DATA SHOWN Start Marker

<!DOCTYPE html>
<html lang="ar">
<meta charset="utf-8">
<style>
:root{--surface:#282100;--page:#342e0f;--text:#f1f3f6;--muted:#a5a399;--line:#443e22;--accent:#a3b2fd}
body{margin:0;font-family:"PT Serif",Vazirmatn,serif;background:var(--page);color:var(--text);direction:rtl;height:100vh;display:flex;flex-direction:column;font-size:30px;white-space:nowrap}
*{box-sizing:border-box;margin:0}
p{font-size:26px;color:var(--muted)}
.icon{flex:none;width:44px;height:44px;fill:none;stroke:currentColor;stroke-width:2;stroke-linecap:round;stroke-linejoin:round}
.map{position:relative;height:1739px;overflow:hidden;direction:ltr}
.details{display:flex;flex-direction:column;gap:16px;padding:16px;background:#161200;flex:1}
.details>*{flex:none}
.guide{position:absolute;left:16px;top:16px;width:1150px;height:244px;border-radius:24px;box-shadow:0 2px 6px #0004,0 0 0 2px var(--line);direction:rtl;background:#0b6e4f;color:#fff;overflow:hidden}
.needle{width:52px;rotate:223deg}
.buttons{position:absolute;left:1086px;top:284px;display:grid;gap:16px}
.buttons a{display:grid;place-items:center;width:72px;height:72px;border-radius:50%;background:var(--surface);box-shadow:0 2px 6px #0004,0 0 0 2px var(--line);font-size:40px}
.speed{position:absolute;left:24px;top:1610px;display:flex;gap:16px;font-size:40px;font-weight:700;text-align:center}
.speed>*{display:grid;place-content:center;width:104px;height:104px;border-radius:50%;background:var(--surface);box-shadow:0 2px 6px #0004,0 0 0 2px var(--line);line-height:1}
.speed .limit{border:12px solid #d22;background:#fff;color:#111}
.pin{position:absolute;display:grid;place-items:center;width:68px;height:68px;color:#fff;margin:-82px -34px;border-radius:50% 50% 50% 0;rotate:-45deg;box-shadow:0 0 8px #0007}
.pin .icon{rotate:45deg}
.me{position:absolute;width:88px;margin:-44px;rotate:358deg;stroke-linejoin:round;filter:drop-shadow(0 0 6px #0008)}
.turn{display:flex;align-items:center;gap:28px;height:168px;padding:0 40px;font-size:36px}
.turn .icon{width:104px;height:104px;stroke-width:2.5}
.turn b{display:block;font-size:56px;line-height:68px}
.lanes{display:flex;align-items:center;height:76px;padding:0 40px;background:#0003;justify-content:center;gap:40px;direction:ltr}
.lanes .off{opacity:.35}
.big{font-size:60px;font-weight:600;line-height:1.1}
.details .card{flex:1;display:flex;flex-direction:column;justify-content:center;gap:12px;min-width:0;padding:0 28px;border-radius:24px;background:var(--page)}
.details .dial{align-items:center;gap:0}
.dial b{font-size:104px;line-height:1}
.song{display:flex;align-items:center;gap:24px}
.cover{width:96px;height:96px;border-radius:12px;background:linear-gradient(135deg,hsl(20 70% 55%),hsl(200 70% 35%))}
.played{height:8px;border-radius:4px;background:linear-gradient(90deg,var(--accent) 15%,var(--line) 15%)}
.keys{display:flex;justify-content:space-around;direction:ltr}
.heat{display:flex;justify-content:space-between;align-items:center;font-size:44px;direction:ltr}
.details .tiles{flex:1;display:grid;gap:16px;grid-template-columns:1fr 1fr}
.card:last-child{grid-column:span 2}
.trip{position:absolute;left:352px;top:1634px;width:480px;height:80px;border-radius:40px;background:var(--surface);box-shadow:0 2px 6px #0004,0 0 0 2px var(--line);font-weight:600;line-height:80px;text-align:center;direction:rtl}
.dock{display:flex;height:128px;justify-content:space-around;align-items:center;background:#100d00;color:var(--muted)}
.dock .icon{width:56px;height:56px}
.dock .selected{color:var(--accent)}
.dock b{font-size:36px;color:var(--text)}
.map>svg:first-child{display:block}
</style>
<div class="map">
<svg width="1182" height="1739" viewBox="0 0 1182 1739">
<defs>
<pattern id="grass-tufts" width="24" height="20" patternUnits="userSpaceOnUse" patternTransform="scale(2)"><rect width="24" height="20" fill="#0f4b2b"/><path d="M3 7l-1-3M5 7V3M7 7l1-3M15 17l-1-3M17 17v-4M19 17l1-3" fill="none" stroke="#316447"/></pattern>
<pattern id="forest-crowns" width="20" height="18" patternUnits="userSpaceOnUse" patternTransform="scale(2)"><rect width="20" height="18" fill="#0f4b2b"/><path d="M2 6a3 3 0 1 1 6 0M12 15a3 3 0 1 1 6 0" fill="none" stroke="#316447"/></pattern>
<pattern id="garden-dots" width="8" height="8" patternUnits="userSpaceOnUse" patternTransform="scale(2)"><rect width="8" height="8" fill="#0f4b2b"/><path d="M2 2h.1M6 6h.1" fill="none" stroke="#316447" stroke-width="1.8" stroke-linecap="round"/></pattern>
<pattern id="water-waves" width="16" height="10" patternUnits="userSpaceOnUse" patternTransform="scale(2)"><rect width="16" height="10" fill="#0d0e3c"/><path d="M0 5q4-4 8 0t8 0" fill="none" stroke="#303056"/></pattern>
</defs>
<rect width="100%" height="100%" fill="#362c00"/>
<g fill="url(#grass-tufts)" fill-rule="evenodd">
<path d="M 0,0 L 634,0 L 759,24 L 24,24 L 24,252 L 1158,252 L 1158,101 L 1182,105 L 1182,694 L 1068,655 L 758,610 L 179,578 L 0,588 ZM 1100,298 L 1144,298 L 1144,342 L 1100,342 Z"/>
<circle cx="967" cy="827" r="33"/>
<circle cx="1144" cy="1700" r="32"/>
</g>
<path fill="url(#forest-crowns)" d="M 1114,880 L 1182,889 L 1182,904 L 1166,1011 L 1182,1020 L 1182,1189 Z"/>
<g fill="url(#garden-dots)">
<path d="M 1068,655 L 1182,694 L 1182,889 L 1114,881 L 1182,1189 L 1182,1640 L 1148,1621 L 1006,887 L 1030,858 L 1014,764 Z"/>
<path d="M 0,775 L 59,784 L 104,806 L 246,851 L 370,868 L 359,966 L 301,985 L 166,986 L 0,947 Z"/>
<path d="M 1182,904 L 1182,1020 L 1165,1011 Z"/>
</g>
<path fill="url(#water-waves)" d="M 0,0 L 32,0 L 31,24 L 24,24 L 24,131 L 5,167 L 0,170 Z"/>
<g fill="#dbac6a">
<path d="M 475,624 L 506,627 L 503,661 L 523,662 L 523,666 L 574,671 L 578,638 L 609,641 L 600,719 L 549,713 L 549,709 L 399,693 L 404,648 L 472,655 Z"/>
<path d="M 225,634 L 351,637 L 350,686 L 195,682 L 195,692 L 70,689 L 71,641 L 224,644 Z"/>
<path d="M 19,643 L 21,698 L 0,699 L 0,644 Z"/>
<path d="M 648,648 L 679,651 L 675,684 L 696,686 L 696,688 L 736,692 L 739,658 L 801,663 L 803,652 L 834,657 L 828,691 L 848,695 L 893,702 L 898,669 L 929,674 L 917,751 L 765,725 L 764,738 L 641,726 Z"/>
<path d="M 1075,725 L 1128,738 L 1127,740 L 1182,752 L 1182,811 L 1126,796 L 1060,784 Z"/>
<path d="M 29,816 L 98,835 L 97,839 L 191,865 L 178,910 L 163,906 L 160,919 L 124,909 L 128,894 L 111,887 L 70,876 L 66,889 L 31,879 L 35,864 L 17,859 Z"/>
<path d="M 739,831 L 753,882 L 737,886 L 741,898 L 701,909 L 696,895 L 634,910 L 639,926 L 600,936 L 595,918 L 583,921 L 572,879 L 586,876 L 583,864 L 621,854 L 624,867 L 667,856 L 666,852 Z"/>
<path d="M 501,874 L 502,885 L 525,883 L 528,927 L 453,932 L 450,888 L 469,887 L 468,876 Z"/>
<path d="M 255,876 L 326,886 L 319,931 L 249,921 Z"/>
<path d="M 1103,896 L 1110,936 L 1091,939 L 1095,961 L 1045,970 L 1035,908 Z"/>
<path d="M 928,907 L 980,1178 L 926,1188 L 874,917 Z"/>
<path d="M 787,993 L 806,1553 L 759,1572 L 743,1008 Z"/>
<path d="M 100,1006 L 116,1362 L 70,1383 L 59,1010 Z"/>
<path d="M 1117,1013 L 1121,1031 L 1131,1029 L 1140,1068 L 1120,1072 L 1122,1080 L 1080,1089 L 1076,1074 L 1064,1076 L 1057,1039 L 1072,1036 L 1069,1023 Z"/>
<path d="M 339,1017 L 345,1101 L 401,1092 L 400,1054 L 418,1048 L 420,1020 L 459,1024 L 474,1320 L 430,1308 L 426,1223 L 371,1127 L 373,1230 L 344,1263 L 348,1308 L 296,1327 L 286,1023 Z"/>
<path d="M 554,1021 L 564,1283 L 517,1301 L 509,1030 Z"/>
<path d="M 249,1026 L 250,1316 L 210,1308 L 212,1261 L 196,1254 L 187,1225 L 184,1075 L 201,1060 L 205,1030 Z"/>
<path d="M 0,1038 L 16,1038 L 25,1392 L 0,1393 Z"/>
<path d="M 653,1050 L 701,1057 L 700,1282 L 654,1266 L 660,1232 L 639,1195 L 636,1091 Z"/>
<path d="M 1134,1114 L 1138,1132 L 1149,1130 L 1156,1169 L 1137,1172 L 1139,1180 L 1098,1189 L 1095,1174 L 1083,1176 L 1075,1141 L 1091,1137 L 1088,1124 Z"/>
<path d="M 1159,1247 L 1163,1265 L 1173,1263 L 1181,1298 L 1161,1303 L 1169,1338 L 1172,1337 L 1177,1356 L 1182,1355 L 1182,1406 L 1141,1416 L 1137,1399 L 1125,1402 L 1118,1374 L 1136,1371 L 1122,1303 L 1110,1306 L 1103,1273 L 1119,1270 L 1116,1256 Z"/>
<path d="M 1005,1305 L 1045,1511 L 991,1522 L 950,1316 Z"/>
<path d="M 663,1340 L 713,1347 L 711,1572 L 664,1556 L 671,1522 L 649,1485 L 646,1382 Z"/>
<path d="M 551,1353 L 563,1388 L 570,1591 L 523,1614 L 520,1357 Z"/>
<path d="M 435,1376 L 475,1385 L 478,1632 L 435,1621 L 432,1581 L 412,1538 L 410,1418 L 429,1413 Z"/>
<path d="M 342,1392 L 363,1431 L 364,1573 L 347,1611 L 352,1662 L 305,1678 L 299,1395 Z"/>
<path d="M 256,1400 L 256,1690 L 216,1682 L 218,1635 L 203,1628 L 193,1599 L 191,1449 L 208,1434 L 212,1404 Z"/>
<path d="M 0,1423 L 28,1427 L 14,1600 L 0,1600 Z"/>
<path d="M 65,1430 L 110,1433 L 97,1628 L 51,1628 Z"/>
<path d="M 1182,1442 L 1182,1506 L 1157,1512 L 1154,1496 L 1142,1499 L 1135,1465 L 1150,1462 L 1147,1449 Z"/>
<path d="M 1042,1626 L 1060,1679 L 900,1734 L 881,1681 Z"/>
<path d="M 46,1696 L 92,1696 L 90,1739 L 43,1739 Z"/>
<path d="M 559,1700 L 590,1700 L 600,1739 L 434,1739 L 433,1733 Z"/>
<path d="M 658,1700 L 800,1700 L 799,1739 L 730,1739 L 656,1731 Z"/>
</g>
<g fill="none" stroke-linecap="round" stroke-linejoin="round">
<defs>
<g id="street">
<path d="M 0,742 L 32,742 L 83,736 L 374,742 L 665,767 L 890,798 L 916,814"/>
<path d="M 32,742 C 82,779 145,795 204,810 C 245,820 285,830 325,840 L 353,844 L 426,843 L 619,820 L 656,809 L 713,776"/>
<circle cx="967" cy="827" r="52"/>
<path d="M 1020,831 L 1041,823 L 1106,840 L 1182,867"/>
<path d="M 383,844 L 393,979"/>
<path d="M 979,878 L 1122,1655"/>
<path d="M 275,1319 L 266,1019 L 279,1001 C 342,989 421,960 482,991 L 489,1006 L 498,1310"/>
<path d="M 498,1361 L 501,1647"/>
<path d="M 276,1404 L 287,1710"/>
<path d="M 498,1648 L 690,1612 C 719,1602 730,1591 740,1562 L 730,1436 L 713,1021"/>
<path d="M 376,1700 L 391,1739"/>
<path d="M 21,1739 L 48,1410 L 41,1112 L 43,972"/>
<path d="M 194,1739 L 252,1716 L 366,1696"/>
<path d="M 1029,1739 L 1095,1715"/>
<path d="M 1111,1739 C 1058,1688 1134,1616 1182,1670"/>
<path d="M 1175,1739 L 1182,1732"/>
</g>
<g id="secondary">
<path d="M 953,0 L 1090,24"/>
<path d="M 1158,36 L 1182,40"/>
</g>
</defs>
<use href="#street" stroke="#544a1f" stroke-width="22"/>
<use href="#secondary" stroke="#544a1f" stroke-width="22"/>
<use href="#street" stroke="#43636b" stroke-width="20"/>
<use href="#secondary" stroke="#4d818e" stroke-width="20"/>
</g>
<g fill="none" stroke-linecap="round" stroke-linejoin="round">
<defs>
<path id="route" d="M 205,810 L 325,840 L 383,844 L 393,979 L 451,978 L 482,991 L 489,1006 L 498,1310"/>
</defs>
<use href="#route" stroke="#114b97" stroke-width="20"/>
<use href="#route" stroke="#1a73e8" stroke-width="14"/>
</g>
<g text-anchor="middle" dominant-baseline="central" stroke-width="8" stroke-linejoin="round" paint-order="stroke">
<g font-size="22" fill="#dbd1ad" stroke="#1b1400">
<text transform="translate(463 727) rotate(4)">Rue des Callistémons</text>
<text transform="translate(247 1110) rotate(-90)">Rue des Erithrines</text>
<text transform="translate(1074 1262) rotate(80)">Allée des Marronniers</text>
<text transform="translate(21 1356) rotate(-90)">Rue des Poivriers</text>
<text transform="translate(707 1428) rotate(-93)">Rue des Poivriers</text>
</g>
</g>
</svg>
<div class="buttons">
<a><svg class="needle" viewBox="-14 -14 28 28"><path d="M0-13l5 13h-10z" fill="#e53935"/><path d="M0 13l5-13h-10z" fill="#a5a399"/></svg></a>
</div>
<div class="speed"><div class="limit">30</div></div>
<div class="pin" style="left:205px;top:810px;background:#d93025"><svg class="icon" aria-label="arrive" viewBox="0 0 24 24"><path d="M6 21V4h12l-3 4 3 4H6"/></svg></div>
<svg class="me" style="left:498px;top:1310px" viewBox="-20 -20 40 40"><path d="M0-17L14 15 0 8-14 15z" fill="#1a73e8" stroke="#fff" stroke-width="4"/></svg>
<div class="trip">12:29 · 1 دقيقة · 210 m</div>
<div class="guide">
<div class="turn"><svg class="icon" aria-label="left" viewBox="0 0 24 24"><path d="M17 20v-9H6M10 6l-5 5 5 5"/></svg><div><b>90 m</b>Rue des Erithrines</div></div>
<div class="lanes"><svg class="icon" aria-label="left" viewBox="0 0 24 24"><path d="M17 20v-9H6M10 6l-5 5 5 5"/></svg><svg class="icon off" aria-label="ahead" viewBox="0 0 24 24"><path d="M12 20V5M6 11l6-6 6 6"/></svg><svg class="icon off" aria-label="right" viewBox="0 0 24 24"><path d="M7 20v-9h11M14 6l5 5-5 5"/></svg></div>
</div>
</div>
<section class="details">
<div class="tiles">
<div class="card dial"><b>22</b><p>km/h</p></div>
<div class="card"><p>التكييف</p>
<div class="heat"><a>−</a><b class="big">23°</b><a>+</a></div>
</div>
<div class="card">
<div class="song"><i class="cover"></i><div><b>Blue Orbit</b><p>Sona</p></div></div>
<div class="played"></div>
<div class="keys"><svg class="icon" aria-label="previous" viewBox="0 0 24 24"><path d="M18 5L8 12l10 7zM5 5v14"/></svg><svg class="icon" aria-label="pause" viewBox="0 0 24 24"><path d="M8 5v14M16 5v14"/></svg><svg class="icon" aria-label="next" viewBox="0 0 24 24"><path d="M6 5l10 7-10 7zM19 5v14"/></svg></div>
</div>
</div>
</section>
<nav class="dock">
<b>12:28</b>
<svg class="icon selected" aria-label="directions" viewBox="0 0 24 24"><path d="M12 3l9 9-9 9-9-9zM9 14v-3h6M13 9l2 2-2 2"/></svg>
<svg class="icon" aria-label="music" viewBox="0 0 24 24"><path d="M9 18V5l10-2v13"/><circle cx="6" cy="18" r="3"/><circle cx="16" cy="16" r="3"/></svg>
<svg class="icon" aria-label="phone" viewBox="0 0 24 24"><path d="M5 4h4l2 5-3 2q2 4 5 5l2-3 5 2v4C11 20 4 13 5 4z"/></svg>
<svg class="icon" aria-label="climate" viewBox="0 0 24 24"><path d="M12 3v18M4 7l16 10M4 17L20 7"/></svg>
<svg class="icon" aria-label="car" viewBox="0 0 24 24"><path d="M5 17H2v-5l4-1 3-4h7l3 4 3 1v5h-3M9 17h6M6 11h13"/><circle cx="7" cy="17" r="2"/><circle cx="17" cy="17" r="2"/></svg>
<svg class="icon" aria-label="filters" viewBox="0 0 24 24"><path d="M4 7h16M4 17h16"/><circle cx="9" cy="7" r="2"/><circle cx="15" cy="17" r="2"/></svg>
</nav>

DATA SHOWN End Marker

From the records above, copy each line that contains the word "song".

EXPECTED ANSWER
.song{display:flex;align-items:center;gap:24px}
<div class="song"><i class="cover"></i><div><b>Blue Orbit</b><p>Sona</p></div></div>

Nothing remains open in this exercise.